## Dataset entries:
########################################
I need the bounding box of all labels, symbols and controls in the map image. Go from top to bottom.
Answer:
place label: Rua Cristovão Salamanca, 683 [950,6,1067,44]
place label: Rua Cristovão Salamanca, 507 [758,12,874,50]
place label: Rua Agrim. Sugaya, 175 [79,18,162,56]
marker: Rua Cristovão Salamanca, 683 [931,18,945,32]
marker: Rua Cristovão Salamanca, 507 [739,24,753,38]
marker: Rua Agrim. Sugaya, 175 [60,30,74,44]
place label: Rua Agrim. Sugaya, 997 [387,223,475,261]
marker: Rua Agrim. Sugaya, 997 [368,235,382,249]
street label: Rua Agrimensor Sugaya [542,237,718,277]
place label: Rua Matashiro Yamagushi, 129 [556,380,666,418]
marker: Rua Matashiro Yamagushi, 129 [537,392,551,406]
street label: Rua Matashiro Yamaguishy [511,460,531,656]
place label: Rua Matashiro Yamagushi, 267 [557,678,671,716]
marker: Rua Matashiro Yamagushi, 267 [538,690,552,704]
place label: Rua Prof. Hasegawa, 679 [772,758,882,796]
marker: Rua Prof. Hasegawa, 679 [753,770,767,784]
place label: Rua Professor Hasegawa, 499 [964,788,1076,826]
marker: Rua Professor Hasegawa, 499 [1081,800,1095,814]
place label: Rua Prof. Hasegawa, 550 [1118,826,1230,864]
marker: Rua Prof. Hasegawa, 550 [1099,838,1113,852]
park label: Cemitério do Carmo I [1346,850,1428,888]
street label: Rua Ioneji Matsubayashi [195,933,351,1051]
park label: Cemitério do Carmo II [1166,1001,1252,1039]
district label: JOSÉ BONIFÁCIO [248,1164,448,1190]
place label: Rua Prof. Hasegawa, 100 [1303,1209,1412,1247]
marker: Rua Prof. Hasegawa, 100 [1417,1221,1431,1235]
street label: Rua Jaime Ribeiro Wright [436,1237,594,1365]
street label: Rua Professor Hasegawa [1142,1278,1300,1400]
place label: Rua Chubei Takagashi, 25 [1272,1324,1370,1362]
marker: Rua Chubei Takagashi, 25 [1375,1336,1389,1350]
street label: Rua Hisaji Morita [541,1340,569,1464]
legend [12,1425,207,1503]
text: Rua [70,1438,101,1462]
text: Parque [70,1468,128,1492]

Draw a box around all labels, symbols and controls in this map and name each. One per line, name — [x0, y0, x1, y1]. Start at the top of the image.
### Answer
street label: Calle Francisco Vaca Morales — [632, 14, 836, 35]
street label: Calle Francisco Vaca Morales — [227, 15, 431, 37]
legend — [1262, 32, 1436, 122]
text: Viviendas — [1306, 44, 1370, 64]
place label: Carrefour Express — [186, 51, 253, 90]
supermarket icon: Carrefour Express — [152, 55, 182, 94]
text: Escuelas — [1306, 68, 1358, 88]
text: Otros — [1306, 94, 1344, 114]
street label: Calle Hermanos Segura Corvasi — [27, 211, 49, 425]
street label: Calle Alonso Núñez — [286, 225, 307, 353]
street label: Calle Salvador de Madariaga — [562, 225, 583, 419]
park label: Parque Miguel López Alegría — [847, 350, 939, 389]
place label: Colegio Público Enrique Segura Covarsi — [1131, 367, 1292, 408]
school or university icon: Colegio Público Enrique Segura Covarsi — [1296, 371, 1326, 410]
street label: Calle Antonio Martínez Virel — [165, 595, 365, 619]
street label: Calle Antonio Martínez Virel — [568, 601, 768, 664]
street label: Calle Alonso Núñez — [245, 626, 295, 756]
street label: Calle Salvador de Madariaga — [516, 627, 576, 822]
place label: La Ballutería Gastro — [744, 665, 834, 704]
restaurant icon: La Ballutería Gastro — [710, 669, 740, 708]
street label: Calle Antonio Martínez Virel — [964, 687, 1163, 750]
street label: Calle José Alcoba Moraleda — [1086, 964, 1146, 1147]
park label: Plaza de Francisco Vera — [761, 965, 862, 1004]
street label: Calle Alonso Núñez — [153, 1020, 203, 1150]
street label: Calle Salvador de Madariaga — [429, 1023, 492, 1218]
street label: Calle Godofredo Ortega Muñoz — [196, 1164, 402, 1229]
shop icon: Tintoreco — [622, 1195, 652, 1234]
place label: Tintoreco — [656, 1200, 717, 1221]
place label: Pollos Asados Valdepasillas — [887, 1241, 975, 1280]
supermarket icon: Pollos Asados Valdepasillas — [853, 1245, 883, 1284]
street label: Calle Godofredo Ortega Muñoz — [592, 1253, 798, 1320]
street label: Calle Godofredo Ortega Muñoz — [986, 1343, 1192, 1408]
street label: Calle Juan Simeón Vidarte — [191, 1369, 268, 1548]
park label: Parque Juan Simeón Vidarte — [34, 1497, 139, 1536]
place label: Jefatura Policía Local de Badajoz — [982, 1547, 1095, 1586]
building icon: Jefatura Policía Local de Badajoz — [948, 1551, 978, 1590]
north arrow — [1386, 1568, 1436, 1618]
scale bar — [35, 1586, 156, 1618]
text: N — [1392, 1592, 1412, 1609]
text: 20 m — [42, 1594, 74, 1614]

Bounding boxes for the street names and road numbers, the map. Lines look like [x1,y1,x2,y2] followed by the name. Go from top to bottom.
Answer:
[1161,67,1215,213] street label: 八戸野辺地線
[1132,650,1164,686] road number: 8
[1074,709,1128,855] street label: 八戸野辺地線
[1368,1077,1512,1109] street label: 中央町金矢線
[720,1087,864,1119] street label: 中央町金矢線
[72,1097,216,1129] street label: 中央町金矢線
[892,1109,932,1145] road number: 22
########################################
## What you will do:
Repeat the records exactly, leaving out none of them.

## Answer below:
I need the bounding box of all labels, symbols and controls in the map image. Go from top to bottom.
Answer:
place label: Rua Cristovão Salamanca, 683 [950,6,1067,44]
place label: Rua Cristovão Salamanca, 507 [758,12,874,50]
place label: Rua Agrim. Sugaya, 175 [79,18,162,56]
marker: Rua Cristovão Salamanca, 683 [931,18,945,32]
marker: Rua Cristovão Salamanca, 507 [739,24,753,38]
marker: Rua Agrim. Sugaya, 175 [60,30,74,44]
place label: Rua Agrim. Sugaya, 997 [387,223,475,261]
marker: Rua Agrim. Sugaya, 997 [368,235,382,249]
street label: Rua Agrimensor Sugaya [542,237,718,277]
place label: Rua Matashiro Yamagushi, 129 [556,380,666,418]
marker: Rua Matashiro Yamagushi, 129 [537,392,551,406]
street label: Rua Matashiro Yamaguishy [511,460,531,656]
place label: Rua Matashiro Yamagushi, 267 [557,678,671,716]
marker: Rua Matashiro Yamagushi, 267 [538,690,552,704]
place label: Rua Prof. Hasegawa, 679 [772,758,882,796]
marker: Rua Prof. Hasegawa, 679 [753,770,767,784]
place label: Rua Professor Hasegawa, 499 [964,788,1076,826]
marker: Rua Professor Hasegawa, 499 [1081,800,1095,814]
place label: Rua Prof. Hasegawa, 550 [1118,826,1230,864]
marker: Rua Prof. Hasegawa, 550 [1099,838,1113,852]
park label: Cemitério do Carmo I [1346,850,1428,888]
street label: Rua Ioneji Matsubayashi [195,933,351,1051]
park label: Cemitério do Carmo II [1166,1001,1252,1039]
district label: JOSÉ BONIFÁCIO [248,1164,448,1190]
place label: Rua Prof. Hasegawa, 100 [1303,1209,1412,1247]
marker: Rua Prof. Hasegawa, 100 [1417,1221,1431,1235]
street label: Rua Jaime Ribeiro Wright [436,1237,594,1365]
street label: Rua Professor Hasegawa [1142,1278,1300,1400]
place label: Rua Chubei Takagashi, 25 [1272,1324,1370,1362]
marker: Rua Chubei Takagashi, 25 [1375,1336,1389,1350]
street label: Rua Hisaji Morita [541,1340,569,1464]
legend [12,1425,207,1503]
text: Rua [70,1438,101,1462]
text: Parque [70,1468,128,1492]

Draw a box around all labels, symbols and controls in this map and name each. One per line, name — [x0, y0, x1, y1]. Start at the top of the image.
### Answer
street label: Calle Francisco Vaca Morales — [632, 14, 836, 35]
street label: Calle Francisco Vaca Morales — [227, 15, 431, 37]
legend — [1262, 32, 1436, 122]
text: Viviendas — [1306, 44, 1370, 64]
place label: Carrefour Express — [186, 51, 253, 90]
supermarket icon: Carrefour Express — [152, 55, 182, 94]
text: Escuelas — [1306, 68, 1358, 88]
text: Otros — [1306, 94, 1344, 114]
street label: Calle Hermanos Segura Corvasi — [27, 211, 49, 425]
street label: Calle Alonso Núñez — [286, 225, 307, 353]
street label: Calle Salvador de Madariaga — [562, 225, 583, 419]
park label: Parque Miguel López Alegría — [847, 350, 939, 389]
place label: Colegio Público Enrique Segura Covarsi — [1131, 367, 1292, 408]
school or university icon: Colegio Público Enrique Segura Covarsi — [1296, 371, 1326, 410]
street label: Calle Antonio Martínez Virel — [165, 595, 365, 619]
street label: Calle Antonio Martínez Virel — [568, 601, 768, 664]
street label: Calle Alonso Núñez — [245, 626, 295, 756]
street label: Calle Salvador de Madariaga — [516, 627, 576, 822]
place label: La Ballutería Gastro — [744, 665, 834, 704]
restaurant icon: La Ballutería Gastro — [710, 669, 740, 708]
street label: Calle Antonio Martínez Virel — [964, 687, 1163, 750]
street label: Calle José Alcoba Moraleda — [1086, 964, 1146, 1147]
park label: Plaza de Francisco Vera — [761, 965, 862, 1004]
street label: Calle Alonso Núñez — [153, 1020, 203, 1150]
street label: Calle Salvador de Madariaga — [429, 1023, 492, 1218]
street label: Calle Godofredo Ortega Muñoz — [196, 1164, 402, 1229]
shop icon: Tintoreco — [622, 1195, 652, 1234]
place label: Tintoreco — [656, 1200, 717, 1221]
place label: Pollos Asados Valdepasillas — [887, 1241, 975, 1280]
supermarket icon: Pollos Asados Valdepasillas — [853, 1245, 883, 1284]
street label: Calle Godofredo Ortega Muñoz — [592, 1253, 798, 1320]
street label: Calle Godofredo Ortega Muñoz — [986, 1343, 1192, 1408]
street label: Calle Juan Simeón Vidarte — [191, 1369, 268, 1548]
park label: Parque Juan Simeón Vidarte — [34, 1497, 139, 1536]
place label: Jefatura Policía Local de Badajoz — [982, 1547, 1095, 1586]
building icon: Jefatura Policía Local de Badajoz — [948, 1551, 978, 1590]
north arrow — [1386, 1568, 1436, 1618]
scale bar — [35, 1586, 156, 1618]
text: N — [1392, 1592, 1412, 1609]
text: 20 m — [42, 1594, 74, 1614]

Bounding boxes for the street names and road numbers, the map. Lines look like [x1,y1,x2,y2] followed by the name. Go from top to bottom.
Answer:
[1161,67,1215,213] street label: 八戸野辺地線
[1132,650,1164,686] road number: 8
[1074,709,1128,855] street label: 八戸野辺地線
[1368,1077,1512,1109] street label: 中央町金矢線
[720,1087,864,1119] street label: 中央町金矢線
[72,1097,216,1129] street label: 中央町金矢線
[892,1109,932,1145] road number: 22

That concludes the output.